South Korean graduate student Kim Hyun-jin sits with her thumbs flailing away at the screen of her phone, hoping to land a click on an online map that will get her the leftover coronavirus vaccine that someone in her Seoul neighborhood missed.

But after 10 days of “mad clicking,” Kim, 32, has come away with nothing as vaccines are scarce amid a surge in new COVID-19 cases that started last week and is setting daily records.

“It’s like war,” Kim said, showing a map on her phone that shows no vaccines are available in southern Seoul. “It never comes up no matter how madly you click, and I’m angry and hopeless, wasting my time.”

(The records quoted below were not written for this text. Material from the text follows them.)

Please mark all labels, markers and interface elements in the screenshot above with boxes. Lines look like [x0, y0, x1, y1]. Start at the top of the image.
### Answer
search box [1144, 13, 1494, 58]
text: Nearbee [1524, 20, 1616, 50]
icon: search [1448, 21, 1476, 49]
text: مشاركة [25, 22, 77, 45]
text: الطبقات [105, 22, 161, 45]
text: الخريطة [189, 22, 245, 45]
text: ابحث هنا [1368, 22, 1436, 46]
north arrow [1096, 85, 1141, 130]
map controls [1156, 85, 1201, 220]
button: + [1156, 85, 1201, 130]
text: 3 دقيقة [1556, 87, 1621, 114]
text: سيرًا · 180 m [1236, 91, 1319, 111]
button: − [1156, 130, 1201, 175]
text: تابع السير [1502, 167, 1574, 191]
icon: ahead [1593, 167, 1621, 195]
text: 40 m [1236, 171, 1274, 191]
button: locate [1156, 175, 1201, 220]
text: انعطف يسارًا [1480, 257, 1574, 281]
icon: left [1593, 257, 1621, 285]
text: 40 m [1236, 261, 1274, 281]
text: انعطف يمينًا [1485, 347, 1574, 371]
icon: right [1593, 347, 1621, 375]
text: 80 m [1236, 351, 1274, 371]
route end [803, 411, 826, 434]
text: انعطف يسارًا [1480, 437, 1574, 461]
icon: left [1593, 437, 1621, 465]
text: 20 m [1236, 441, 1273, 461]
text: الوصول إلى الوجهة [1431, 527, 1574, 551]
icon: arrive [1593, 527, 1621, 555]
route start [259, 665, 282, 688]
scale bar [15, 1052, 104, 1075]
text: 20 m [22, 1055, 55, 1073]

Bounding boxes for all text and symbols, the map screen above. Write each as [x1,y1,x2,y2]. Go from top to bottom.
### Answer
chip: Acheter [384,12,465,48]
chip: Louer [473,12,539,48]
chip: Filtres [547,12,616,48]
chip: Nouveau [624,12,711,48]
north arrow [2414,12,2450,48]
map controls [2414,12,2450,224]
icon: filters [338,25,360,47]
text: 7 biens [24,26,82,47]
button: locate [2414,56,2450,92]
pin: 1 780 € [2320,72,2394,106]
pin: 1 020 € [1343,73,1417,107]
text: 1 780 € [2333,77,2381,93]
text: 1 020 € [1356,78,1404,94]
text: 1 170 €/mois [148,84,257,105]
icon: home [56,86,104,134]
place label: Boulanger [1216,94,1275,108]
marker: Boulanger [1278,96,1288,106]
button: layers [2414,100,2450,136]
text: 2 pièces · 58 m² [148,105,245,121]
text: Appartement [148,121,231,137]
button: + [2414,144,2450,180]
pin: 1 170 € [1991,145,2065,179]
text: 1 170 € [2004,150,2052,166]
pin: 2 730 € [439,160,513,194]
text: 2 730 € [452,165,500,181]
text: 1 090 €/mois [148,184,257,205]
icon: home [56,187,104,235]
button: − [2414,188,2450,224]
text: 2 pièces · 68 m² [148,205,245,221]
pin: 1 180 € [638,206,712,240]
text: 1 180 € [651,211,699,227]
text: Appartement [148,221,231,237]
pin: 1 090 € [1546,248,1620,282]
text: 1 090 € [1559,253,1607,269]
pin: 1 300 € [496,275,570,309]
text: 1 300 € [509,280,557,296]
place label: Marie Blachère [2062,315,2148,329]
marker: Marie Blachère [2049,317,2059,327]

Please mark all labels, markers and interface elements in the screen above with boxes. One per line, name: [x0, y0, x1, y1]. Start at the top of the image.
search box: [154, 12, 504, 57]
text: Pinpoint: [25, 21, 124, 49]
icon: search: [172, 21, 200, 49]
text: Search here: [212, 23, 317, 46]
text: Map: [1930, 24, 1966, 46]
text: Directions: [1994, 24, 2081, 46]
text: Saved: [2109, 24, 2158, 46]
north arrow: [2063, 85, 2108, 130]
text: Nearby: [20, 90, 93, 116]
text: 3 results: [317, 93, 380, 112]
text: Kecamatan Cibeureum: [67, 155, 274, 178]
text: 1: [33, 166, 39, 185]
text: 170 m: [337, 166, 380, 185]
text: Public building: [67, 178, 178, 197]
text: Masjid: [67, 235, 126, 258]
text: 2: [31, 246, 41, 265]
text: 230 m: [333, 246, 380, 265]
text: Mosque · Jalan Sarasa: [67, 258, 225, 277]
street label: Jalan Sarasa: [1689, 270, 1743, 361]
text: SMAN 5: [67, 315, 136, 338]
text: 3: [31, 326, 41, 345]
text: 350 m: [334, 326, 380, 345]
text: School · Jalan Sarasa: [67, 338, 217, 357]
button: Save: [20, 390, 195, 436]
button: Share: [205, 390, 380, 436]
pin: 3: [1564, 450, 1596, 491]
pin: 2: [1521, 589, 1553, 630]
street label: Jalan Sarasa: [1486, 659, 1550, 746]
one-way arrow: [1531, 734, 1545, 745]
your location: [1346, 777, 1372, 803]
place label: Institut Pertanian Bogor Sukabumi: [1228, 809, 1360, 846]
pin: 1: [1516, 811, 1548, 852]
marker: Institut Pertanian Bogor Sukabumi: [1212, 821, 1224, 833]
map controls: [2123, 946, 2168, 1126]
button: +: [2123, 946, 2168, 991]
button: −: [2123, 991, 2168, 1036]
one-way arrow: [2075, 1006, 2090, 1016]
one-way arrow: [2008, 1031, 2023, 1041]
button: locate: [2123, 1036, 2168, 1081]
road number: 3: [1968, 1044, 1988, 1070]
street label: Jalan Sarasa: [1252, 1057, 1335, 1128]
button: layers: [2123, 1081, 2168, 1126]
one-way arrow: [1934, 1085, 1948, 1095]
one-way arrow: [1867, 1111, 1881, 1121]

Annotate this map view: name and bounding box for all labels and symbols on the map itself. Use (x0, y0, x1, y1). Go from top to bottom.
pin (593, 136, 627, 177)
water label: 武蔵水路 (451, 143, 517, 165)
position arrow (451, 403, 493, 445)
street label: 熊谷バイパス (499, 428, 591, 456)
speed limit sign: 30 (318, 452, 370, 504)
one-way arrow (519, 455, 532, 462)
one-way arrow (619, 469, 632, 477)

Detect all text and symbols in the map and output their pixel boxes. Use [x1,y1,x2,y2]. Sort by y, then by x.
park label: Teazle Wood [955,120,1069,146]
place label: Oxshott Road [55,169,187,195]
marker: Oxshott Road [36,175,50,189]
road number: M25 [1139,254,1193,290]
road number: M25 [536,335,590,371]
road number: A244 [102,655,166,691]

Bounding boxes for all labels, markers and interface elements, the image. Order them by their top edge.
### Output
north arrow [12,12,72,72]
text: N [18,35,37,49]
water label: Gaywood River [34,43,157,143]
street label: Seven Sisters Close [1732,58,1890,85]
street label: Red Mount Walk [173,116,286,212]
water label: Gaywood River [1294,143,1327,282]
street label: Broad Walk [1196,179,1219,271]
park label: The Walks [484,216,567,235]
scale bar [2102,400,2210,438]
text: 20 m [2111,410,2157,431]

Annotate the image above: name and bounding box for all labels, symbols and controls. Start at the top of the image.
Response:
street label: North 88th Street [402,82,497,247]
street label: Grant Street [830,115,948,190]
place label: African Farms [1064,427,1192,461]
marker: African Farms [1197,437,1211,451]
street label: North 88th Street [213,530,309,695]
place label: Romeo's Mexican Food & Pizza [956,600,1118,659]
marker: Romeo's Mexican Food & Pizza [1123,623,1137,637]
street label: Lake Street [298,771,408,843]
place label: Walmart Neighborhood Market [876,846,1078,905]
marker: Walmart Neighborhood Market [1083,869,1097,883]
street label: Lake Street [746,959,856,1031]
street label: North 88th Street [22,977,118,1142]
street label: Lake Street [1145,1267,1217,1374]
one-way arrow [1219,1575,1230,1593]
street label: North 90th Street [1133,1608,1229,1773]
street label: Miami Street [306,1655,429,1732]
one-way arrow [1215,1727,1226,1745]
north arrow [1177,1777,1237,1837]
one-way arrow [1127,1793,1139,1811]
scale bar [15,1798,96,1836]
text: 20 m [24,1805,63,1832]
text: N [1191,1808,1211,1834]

Kim is one of many young South Koreans who feel unfairly singled out by authorities as the main driver of its worst-ever COVID-19 outbreak because of their social activities, even as the government prioritizes vaccine distribution to older, more vulnerable people.

“I wouldn’t have been doing this if they had enough vaccines in the first place and the resurgence of infections wouldn’t have happened,” Kim said.

Multiple posts on Kopas, an online forum for Korea University students, accused the government of failing to secure more vaccines and scapegoating young people, garnering dozens of supportive comments.

Lee Ki-il, deputy minister of health care policy, said on Wednesday that vaccine shipments would pick up starting in August and that the government aimed to vaccinate all eligible people, including young people, by the end of September.

“It’s upsetting and unfair that officials blamed us for spreading infections when there’s no way we can get a vaccine,” said Nam Yu-ra, who said she is in her late 20s and failed to reserve a leftover shot.

But after 10 days of
But after 10 days of “mad clicking,” Kim Hyun-jin has come away with nothing as vaccines are scarce amid a surge in new COVID-19 cases that started last week and is setting daily records. | REUTERS

South Korea has largely been successful in tackling the coronavirus, with a total of 175,046 cases and 2,051 deaths out of a population of 52 million, through a mass testing and tracing system and without resorting to severe lockdowns.

On paper, South Korea has bought sufficient doses to vaccinate its population twice over. But the campaign has slowed this week amid global supply shortages and shipment delays, with some 30,000 people getting a shot a day, down from more than 850,000 a day in early June, Korea Disease Control and Prevention Agency data showed.

Just 31.1% of people have received at least one dose of a vaccine as of Thursday, well below the 60% mark seen in other advanced nations such as Britain and Singapore.

For young people that have secured a vaccine, there is relief but also disappointment with the rollout.

With a beaming smile, Kim Ha-ram, a 21-year-old college student, shows off the screen of her phone with her Facebook page with a tick indicating her vaccinated status.

She said she was lucky to win a leftover Pfizer dose just before the daily infections skyrocketed last week and triggered a rush for vaccines. But that was after a day-and-a-half of frantic clicking.

“We 20- to 30-somethings are indeed socially active and should be cautious about playing out and drinking,” Kim said. “But … we are also the biggest victims of Korea’s unstable vaccine supply.”